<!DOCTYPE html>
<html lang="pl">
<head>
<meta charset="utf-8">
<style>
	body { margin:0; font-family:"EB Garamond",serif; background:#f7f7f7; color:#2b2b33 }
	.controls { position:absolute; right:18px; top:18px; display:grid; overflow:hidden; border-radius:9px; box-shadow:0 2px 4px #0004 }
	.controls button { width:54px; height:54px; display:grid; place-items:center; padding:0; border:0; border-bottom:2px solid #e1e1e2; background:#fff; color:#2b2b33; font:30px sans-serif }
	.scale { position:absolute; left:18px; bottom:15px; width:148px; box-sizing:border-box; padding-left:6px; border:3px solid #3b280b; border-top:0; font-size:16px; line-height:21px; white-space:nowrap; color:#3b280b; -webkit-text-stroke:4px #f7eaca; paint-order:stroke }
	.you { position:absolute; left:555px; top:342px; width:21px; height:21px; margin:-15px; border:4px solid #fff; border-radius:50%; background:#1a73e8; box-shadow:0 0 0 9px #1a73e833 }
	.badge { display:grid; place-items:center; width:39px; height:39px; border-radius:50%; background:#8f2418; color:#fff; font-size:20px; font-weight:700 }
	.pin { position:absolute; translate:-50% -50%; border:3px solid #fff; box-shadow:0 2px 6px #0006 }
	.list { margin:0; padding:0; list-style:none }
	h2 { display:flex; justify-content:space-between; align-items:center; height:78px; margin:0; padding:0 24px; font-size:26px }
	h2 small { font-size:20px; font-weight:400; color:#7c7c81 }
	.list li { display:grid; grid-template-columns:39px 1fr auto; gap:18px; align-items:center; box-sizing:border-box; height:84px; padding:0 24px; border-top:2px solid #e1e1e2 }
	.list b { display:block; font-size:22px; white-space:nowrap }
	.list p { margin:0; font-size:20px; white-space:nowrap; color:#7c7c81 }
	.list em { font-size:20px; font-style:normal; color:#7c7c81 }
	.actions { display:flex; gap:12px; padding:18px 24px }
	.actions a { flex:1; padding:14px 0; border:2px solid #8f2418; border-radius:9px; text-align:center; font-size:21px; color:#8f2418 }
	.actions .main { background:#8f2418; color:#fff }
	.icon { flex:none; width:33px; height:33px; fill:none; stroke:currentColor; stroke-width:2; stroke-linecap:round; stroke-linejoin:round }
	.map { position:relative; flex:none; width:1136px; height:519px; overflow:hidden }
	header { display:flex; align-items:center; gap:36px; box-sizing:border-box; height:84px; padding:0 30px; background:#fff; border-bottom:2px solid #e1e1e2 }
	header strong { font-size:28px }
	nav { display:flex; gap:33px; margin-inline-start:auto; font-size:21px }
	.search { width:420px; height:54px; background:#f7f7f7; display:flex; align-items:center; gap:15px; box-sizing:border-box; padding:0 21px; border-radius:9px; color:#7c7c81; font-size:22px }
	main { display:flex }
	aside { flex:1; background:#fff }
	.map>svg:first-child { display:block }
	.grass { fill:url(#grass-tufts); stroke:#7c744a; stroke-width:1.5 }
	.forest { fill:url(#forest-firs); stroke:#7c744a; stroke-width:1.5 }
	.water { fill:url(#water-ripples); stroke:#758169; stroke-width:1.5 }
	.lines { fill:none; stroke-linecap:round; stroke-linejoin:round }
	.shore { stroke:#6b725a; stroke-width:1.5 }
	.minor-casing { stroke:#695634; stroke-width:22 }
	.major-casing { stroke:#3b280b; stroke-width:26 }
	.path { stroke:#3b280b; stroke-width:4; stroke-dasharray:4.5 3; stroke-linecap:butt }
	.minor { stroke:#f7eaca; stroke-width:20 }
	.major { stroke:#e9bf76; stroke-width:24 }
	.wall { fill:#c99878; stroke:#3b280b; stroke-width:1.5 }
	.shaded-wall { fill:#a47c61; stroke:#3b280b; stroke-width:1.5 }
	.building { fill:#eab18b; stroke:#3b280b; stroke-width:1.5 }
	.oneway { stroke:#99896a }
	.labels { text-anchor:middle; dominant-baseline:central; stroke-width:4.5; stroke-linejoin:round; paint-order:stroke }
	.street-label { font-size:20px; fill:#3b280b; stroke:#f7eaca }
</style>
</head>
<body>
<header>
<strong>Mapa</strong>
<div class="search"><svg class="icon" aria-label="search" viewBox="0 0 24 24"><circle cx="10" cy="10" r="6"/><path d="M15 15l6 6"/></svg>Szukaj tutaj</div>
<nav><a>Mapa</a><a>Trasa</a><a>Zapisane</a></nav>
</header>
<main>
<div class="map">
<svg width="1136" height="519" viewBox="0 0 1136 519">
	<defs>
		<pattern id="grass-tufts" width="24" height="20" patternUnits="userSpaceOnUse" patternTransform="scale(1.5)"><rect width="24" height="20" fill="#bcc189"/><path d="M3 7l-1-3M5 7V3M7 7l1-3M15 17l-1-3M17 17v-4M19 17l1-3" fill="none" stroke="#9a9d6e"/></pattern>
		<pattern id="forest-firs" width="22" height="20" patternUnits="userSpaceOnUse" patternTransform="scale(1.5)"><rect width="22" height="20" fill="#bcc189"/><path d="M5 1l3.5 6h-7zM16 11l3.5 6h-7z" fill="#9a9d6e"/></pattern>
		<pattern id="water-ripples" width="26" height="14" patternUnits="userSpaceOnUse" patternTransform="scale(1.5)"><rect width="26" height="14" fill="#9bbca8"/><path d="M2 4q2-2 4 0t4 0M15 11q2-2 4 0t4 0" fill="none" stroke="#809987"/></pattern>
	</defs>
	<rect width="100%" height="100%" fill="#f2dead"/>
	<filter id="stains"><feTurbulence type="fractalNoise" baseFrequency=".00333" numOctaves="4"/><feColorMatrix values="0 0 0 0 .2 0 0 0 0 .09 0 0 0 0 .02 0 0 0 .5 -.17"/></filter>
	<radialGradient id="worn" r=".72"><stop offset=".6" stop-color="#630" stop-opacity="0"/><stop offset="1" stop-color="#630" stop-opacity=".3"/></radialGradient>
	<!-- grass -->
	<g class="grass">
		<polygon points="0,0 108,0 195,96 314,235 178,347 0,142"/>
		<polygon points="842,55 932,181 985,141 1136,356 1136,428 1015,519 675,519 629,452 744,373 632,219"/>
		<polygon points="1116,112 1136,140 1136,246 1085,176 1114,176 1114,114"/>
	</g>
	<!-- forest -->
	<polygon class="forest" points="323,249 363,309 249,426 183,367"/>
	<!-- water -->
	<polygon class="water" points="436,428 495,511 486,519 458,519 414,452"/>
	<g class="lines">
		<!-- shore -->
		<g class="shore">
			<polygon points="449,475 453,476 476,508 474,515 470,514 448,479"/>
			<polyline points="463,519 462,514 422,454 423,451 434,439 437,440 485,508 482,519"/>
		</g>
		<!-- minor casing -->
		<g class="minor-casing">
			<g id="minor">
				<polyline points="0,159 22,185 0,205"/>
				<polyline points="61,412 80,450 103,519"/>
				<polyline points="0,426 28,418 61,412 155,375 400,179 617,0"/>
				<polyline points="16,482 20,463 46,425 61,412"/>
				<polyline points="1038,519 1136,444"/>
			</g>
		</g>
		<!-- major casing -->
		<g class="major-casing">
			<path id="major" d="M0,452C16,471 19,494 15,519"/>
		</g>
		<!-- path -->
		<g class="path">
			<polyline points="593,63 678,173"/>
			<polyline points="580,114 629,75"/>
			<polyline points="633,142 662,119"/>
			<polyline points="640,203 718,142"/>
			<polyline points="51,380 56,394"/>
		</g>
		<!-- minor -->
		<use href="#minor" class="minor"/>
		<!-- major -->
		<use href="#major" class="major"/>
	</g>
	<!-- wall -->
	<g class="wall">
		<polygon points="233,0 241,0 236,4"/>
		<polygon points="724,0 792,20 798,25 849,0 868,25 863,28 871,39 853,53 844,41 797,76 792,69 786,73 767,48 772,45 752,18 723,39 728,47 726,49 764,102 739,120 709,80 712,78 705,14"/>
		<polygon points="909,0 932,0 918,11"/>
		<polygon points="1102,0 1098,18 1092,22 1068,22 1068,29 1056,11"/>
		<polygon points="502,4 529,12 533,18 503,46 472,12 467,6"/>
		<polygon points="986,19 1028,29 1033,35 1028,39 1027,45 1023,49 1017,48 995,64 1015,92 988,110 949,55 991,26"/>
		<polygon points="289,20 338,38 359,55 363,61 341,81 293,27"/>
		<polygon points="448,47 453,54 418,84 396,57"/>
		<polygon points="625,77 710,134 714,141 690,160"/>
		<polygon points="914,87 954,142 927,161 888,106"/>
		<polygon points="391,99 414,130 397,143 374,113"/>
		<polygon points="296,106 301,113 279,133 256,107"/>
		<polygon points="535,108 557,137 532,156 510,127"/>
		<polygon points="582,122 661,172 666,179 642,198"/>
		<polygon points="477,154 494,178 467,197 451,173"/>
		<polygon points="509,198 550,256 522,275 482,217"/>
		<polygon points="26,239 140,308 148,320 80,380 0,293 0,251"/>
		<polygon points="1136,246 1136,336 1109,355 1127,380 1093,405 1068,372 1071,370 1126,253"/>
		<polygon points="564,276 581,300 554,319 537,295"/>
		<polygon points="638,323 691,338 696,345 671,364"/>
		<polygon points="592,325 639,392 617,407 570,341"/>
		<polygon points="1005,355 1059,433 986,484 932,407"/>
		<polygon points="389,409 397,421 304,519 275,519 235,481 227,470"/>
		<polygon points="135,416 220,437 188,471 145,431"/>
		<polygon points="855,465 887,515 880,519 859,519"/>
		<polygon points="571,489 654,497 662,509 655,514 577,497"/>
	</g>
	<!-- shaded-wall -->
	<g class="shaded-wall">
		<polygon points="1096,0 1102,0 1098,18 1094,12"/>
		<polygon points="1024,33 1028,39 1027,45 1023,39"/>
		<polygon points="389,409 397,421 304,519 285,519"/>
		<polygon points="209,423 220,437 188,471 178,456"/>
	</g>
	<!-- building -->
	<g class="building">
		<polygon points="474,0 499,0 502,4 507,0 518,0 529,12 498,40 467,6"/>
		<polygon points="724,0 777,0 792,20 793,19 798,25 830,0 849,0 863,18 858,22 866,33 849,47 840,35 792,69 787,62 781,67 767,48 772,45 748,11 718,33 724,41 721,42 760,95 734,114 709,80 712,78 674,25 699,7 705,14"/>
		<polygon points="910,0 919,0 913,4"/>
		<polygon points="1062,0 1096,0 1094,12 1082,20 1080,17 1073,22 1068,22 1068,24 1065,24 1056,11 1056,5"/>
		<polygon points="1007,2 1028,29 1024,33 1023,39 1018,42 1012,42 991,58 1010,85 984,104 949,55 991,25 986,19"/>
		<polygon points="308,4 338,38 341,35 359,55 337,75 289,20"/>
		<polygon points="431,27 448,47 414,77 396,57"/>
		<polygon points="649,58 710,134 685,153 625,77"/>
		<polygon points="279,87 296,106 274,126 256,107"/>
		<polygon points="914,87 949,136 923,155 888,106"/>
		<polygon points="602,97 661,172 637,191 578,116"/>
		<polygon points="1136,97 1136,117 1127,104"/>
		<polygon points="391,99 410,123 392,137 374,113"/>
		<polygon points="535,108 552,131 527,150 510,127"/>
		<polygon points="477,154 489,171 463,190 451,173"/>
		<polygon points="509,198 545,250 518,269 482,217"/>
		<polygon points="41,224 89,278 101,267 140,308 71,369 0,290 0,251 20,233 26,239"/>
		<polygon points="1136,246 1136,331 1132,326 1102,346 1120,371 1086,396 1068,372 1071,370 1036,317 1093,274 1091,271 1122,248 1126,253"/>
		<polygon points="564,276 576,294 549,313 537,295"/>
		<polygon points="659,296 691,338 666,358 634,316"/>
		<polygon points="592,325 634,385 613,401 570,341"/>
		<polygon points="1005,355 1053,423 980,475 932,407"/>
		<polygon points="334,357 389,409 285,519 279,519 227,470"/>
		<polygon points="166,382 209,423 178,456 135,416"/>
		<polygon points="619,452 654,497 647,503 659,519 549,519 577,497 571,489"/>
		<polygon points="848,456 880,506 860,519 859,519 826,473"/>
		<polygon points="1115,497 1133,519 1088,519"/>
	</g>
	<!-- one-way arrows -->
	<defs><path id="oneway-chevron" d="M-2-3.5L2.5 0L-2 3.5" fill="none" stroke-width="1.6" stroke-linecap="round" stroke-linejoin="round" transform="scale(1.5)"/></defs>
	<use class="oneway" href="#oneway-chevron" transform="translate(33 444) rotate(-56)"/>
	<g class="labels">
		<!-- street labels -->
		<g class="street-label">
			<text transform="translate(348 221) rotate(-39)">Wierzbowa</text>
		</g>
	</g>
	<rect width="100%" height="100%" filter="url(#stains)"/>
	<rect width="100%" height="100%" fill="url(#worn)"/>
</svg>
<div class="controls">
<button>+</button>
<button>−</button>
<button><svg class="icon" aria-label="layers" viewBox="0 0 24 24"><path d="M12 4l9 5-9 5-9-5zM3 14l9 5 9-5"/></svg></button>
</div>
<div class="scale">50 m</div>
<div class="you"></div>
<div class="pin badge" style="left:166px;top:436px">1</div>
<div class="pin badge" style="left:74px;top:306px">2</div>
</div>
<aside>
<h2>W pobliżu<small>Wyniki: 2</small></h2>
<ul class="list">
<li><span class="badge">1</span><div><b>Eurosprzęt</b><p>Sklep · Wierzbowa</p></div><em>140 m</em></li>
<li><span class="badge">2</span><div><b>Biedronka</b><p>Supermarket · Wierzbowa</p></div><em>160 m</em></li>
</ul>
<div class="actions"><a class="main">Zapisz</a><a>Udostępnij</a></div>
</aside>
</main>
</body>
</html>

[Assignment]:
If a line in the data contains the string "controls", count it, then give the total and nothing else.

[Written answer]:
3